— Your objective —
This task calls for copying every line in the data below that contains the word "Мясново".

— Data for processing —
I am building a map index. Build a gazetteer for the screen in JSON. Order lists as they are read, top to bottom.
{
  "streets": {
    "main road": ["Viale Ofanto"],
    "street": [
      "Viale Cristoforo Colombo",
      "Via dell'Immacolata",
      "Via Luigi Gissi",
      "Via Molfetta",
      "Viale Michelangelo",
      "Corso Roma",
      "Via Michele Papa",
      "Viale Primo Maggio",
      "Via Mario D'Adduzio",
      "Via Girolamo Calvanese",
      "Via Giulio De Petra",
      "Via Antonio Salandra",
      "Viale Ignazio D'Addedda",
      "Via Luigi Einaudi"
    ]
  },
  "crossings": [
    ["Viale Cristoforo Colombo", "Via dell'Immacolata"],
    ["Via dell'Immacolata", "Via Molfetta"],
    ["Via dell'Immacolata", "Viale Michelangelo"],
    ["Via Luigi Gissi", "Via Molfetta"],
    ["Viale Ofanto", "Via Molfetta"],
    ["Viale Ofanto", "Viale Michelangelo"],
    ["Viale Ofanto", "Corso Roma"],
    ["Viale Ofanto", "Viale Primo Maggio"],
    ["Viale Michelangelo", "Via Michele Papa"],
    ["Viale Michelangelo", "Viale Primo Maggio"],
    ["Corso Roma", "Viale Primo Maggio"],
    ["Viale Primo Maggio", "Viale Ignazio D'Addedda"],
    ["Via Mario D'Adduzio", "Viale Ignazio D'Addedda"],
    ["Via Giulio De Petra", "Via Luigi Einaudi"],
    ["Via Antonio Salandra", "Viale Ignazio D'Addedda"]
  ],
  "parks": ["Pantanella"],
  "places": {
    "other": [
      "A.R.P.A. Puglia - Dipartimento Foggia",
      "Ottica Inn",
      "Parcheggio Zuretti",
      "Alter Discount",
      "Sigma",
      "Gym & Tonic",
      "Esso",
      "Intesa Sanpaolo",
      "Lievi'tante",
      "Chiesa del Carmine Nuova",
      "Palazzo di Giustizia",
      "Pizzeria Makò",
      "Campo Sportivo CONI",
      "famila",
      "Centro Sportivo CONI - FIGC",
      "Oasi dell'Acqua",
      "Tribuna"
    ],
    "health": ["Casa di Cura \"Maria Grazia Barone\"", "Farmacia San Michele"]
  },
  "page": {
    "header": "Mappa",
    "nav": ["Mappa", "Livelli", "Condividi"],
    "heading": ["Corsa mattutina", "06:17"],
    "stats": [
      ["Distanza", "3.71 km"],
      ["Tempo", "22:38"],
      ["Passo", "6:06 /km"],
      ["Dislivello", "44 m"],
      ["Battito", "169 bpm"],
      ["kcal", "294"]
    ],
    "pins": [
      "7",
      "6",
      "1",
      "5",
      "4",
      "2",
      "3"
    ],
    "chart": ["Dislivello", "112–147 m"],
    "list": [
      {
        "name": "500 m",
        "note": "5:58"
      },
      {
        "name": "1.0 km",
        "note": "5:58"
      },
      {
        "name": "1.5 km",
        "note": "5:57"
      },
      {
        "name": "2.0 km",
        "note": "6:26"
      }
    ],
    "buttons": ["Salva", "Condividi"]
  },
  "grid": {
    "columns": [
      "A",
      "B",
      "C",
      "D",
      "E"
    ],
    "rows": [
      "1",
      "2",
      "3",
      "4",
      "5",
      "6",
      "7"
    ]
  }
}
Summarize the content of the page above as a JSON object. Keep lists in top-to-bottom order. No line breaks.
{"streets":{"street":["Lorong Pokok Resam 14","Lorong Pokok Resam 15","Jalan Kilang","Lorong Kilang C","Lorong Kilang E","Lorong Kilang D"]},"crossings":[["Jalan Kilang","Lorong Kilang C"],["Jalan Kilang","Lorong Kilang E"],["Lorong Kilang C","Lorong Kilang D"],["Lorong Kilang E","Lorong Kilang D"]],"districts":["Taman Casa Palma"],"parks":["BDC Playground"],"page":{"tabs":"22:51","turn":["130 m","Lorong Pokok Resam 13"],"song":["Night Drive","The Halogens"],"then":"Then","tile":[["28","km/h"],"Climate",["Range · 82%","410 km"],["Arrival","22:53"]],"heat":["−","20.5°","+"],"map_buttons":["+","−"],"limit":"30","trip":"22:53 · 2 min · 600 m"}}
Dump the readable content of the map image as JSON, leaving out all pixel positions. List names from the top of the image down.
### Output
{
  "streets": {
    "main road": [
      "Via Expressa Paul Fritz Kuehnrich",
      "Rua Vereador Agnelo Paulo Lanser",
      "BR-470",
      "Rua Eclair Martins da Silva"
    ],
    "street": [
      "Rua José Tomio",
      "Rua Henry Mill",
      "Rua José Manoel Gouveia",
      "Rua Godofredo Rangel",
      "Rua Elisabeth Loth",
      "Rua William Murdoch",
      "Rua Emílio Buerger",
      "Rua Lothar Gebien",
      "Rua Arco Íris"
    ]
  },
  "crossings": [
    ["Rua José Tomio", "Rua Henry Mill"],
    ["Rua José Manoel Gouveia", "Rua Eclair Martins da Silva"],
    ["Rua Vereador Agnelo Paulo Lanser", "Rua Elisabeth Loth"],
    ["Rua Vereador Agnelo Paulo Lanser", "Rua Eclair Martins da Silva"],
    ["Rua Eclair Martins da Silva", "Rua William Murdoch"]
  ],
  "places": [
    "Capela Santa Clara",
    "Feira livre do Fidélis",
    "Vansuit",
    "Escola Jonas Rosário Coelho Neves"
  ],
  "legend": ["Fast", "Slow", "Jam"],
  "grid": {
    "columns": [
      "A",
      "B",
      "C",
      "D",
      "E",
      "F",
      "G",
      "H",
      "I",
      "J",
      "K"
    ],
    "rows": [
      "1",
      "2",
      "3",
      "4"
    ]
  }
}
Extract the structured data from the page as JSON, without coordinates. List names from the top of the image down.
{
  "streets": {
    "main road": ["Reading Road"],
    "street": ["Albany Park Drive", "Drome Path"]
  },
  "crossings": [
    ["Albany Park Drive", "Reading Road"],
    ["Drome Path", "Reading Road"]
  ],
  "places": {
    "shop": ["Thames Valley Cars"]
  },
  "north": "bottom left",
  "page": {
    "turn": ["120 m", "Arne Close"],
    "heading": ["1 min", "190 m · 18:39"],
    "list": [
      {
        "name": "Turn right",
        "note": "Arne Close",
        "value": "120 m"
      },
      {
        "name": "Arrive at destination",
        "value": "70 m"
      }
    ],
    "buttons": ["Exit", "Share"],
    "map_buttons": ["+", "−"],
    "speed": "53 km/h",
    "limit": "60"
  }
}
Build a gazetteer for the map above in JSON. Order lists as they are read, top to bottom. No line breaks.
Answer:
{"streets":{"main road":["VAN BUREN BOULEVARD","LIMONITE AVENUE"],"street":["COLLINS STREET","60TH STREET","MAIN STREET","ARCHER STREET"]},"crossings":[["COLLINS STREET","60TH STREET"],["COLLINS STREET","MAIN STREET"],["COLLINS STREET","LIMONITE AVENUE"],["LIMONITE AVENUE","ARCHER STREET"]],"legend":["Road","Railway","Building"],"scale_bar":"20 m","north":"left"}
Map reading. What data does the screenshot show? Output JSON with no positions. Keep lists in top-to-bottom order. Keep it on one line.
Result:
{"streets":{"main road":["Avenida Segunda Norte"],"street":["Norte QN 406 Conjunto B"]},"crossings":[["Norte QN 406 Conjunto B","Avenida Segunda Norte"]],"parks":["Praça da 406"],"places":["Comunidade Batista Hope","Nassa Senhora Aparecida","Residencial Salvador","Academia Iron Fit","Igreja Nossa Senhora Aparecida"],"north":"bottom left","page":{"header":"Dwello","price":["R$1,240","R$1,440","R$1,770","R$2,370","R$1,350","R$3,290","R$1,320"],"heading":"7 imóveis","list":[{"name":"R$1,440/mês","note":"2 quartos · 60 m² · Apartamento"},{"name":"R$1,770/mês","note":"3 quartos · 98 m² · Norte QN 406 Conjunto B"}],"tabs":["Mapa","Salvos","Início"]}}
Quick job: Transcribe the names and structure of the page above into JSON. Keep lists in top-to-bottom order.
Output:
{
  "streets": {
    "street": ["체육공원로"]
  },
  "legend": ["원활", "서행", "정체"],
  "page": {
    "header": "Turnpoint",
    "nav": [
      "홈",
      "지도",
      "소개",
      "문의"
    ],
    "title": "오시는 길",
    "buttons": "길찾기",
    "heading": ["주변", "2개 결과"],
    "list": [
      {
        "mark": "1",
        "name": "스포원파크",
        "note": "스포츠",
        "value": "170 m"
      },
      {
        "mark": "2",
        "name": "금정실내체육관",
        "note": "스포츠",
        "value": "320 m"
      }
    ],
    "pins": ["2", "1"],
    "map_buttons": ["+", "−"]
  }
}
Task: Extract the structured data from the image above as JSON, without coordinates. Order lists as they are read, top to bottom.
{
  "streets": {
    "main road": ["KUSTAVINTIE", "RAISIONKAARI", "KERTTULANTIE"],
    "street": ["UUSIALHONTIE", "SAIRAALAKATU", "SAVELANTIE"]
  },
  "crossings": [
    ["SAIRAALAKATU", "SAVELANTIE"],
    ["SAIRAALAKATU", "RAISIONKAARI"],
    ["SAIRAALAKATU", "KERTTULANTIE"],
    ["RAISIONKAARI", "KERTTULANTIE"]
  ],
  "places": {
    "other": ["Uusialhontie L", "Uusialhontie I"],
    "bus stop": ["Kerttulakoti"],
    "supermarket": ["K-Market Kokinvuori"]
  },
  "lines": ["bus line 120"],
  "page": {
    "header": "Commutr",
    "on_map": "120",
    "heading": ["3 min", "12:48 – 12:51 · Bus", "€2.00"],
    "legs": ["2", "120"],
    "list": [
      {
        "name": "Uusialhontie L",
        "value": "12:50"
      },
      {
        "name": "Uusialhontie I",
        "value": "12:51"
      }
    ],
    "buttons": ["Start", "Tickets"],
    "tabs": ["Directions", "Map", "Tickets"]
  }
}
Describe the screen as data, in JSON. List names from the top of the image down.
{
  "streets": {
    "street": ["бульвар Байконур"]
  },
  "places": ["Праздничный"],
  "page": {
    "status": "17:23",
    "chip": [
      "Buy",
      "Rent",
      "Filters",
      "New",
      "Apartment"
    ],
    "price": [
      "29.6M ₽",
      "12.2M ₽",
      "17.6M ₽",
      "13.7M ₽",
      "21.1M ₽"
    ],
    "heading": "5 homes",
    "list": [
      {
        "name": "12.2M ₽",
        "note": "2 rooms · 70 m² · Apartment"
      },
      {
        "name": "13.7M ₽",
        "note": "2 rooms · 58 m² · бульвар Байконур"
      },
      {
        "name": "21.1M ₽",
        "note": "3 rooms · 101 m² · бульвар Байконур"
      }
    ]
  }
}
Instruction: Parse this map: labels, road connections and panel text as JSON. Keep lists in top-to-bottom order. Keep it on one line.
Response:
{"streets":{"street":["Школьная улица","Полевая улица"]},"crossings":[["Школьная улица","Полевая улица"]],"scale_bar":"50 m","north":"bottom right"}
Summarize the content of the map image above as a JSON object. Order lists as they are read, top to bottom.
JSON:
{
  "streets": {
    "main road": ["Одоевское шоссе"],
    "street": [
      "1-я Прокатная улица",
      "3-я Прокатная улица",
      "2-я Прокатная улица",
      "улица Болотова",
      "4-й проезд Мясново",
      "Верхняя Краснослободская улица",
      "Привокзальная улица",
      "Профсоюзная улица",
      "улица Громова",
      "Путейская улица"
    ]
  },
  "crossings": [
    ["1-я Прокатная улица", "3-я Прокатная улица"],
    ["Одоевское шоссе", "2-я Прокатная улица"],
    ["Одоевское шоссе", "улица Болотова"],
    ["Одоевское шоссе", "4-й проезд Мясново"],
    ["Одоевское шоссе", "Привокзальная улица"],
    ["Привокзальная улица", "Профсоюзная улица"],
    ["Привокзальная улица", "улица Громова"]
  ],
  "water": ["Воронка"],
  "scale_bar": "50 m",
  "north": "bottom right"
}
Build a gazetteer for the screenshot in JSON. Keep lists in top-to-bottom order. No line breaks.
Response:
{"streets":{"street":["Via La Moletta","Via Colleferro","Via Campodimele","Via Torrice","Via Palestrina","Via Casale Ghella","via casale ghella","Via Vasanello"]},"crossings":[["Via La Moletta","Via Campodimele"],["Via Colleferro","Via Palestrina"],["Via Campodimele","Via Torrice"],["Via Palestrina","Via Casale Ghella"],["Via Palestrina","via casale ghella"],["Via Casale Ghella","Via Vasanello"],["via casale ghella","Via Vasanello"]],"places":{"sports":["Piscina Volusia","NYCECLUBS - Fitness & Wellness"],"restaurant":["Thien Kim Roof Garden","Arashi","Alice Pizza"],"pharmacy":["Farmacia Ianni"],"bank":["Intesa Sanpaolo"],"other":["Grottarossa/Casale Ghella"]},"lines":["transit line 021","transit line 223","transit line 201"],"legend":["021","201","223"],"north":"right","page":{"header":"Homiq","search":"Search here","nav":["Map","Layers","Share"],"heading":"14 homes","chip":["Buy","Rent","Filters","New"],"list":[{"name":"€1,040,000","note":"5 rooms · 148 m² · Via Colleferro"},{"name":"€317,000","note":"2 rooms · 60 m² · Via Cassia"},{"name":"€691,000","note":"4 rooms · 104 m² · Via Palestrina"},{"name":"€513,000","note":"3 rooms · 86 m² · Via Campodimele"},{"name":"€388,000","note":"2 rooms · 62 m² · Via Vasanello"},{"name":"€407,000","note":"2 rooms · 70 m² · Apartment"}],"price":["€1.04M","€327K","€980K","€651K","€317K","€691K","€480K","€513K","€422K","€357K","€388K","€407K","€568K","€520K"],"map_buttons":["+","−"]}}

— Solution —
      "4-й проезд Мясново",
    ["Одоевское шоссе", "4-й проезд Мясново"],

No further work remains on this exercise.